Children (and adults) learn best and retain the most information when they engage their senses. Many of our favorite memories are associated with one or more of our senses: for instance, the smell of a summer night campfire or a song grandma taught you as you baked cookies. Now, when your nostrils and eardrums are stimulated with those familiar smells and sounds respectively, your brain triggers a flashback memory to those special times.
Cognitive: The most obvious cognitive skills sharpened by sensory play are problem solving and decision making. Simply present a child with a problem and various materials with which to find a solution, and you can almost see the connections their brains are making. Children can build math skills such as comparing size (big vs small), counting and one-to-one correspondence (matching numbers to objects), timing (does water or oil move faster?), matching (same sizes and shapes), and sorting and classifying (buttons, beans or rice), and science skills such as cause and effect (what happens when I add water to sand?), gravity (water slides down a funnel, not up) and states of matter (ice melts). Without realizing it, children grow into amateur scientists by making predictions and observations, and even develop analysis skills.

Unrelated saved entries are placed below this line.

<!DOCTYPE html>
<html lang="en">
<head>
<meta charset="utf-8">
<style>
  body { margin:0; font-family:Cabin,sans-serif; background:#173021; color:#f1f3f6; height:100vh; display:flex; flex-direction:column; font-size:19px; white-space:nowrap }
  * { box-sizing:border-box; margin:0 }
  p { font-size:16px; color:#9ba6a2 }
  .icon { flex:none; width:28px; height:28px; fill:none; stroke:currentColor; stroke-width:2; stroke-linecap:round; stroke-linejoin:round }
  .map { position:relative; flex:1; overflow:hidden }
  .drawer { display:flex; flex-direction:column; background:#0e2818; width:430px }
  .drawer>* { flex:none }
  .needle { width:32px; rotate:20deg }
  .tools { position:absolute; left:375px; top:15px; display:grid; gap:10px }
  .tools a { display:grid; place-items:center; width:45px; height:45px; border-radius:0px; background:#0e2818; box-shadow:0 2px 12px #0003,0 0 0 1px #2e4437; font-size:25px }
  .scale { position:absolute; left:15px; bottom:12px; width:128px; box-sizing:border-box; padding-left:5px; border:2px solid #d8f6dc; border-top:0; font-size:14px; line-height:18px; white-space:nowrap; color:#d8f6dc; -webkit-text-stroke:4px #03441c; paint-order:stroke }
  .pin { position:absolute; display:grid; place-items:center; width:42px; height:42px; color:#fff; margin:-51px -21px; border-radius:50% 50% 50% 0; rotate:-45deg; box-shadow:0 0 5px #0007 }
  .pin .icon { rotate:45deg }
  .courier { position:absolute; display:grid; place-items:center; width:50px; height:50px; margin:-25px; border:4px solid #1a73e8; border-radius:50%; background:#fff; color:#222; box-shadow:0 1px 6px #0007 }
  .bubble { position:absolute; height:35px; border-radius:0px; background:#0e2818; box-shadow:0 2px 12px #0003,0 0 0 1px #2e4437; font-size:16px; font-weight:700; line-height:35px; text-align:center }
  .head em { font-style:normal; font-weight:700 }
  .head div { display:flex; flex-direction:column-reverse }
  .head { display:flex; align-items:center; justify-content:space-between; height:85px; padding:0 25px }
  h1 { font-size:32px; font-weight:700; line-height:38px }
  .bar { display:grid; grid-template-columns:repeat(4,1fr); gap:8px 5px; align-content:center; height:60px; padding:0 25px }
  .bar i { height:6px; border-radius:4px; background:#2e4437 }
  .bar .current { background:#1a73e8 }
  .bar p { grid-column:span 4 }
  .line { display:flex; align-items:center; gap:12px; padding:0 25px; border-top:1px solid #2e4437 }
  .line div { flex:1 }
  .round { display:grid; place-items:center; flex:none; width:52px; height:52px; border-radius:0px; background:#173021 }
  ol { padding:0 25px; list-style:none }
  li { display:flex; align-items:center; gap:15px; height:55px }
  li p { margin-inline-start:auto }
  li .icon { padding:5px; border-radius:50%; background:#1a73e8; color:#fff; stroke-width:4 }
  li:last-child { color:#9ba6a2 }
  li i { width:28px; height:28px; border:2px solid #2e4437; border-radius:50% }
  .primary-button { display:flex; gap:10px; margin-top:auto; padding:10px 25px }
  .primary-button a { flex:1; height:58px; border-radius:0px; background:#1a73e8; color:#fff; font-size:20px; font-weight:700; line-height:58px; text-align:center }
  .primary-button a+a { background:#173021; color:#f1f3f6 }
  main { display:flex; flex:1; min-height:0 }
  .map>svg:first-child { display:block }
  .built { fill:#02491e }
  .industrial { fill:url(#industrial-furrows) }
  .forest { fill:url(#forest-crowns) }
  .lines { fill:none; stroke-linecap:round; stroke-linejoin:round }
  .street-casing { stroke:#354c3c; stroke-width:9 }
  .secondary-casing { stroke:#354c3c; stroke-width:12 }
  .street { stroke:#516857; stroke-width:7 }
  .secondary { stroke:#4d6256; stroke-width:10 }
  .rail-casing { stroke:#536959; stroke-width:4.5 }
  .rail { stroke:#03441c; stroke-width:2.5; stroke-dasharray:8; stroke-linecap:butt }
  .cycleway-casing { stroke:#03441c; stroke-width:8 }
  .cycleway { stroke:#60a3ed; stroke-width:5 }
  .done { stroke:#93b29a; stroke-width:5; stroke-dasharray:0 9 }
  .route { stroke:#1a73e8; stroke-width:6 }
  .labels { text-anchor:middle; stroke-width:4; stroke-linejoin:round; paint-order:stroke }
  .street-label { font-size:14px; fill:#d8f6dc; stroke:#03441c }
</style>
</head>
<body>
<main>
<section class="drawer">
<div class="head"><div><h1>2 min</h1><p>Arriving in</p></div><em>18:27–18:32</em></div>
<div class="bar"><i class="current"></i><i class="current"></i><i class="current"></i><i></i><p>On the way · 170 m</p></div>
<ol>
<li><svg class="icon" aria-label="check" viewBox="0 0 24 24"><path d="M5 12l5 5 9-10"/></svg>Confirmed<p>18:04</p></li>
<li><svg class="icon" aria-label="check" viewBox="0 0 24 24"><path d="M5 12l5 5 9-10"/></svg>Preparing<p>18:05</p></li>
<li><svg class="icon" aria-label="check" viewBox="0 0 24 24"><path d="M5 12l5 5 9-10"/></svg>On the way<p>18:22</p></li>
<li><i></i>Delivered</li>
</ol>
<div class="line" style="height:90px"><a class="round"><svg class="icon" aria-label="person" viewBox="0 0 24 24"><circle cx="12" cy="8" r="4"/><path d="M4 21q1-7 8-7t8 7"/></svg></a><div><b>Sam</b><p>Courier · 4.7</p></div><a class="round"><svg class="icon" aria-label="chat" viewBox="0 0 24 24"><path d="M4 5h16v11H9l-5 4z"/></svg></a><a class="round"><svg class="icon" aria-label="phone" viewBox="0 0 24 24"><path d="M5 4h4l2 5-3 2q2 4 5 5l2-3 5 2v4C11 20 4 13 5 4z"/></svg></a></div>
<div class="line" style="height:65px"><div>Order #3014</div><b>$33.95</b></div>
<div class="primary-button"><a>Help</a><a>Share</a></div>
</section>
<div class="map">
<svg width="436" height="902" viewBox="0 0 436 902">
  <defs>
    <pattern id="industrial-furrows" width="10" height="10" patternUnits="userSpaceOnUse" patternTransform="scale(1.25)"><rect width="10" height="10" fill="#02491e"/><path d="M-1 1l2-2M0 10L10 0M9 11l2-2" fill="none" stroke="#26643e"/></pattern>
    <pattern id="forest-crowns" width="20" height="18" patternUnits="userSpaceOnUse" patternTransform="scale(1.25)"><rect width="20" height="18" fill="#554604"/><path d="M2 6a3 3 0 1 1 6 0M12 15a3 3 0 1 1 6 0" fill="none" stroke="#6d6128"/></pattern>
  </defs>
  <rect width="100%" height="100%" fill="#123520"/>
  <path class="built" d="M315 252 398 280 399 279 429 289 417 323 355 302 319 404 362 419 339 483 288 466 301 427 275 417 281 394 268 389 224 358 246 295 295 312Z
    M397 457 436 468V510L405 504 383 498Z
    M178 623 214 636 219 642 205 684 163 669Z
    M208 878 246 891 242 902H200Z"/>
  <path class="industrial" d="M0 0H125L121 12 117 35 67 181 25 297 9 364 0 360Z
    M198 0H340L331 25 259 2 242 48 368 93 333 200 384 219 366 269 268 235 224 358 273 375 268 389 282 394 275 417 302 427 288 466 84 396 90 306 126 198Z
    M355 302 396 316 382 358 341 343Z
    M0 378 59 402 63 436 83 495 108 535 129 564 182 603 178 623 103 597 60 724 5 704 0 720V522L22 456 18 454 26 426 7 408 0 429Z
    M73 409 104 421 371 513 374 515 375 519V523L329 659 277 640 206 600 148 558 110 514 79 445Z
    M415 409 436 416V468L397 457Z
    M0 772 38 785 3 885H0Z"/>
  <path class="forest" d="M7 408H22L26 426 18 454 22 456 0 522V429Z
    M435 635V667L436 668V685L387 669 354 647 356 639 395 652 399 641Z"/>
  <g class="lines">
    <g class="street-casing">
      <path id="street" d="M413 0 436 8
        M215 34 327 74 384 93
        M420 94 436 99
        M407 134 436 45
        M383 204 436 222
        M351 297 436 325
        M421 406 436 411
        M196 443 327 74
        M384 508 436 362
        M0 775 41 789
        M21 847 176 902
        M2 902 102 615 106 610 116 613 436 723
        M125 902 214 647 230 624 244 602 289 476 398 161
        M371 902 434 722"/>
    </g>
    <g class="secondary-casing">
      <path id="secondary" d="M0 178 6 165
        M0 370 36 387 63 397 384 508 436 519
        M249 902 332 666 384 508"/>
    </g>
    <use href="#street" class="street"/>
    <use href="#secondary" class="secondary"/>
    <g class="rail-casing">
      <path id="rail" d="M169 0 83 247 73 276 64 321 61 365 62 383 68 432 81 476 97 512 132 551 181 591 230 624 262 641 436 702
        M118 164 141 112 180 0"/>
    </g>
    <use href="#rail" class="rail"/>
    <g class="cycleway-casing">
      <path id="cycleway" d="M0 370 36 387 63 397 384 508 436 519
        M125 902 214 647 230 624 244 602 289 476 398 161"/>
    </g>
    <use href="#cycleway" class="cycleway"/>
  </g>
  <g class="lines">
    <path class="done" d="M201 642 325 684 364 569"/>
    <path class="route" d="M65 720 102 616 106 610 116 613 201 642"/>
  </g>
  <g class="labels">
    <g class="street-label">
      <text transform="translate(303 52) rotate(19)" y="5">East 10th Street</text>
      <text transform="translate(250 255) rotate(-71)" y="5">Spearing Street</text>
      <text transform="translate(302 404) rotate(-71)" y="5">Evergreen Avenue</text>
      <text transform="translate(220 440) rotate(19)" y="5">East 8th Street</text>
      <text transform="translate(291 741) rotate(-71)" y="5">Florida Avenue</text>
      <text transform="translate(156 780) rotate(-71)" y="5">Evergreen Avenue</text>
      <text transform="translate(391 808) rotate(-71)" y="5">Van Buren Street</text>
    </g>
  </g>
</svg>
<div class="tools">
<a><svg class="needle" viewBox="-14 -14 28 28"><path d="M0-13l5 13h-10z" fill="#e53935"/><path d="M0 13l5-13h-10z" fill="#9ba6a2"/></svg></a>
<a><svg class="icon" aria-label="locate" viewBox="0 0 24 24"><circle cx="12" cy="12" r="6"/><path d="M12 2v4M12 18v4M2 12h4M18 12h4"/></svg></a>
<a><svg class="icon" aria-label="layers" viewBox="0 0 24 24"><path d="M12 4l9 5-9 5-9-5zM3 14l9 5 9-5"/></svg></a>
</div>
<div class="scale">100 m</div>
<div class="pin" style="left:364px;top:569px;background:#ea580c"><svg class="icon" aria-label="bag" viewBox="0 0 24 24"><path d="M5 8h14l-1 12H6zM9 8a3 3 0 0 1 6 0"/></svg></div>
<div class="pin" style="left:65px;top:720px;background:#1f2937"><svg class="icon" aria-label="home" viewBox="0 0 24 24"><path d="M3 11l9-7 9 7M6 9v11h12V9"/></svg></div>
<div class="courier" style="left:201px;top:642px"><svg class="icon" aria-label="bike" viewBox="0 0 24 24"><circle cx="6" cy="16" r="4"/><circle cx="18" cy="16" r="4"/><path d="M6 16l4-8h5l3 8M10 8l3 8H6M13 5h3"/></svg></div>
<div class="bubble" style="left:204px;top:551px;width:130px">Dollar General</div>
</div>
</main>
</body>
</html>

Linguistic: Children can’t define parts of language until they’ve experienced the true meaning of the word. The attempt to convey something without the proper words to do so can be frustrating! Sensory play encourages children to use descriptive and expressive language: slimy doesn’t mean much until you touch something slimy. Children will develop pre-writing skills as they pour, spoon, grasp, and work on eye-hand coordination tasks while using various materials.
Social and Emotional: Certain sensory play options, like sensory tables allow children to be in complete control of their actions and experiences, which boosts their confidence in decision making and inspires their eagerness to learn and experiment. Sensory play can also teach kids about cooperation and collaboration. As the children work together or side by side, they learn to understand someone else’s viewpoint. The children also have the opportunity to express themselves and become confident in sharing their ideas with others.
Physical: Fine motor skills are often defined as the coordination of small muscle movement (usually hand-eye coordination), that enables us to perform a variety of important tasks. For children, these task might include tying shoes, zipping zippers and even turning the pages of a book. Gross motor skills involve the larger muscles of the body and include activities such as walking, running, pushing, pulling and throwing a ball.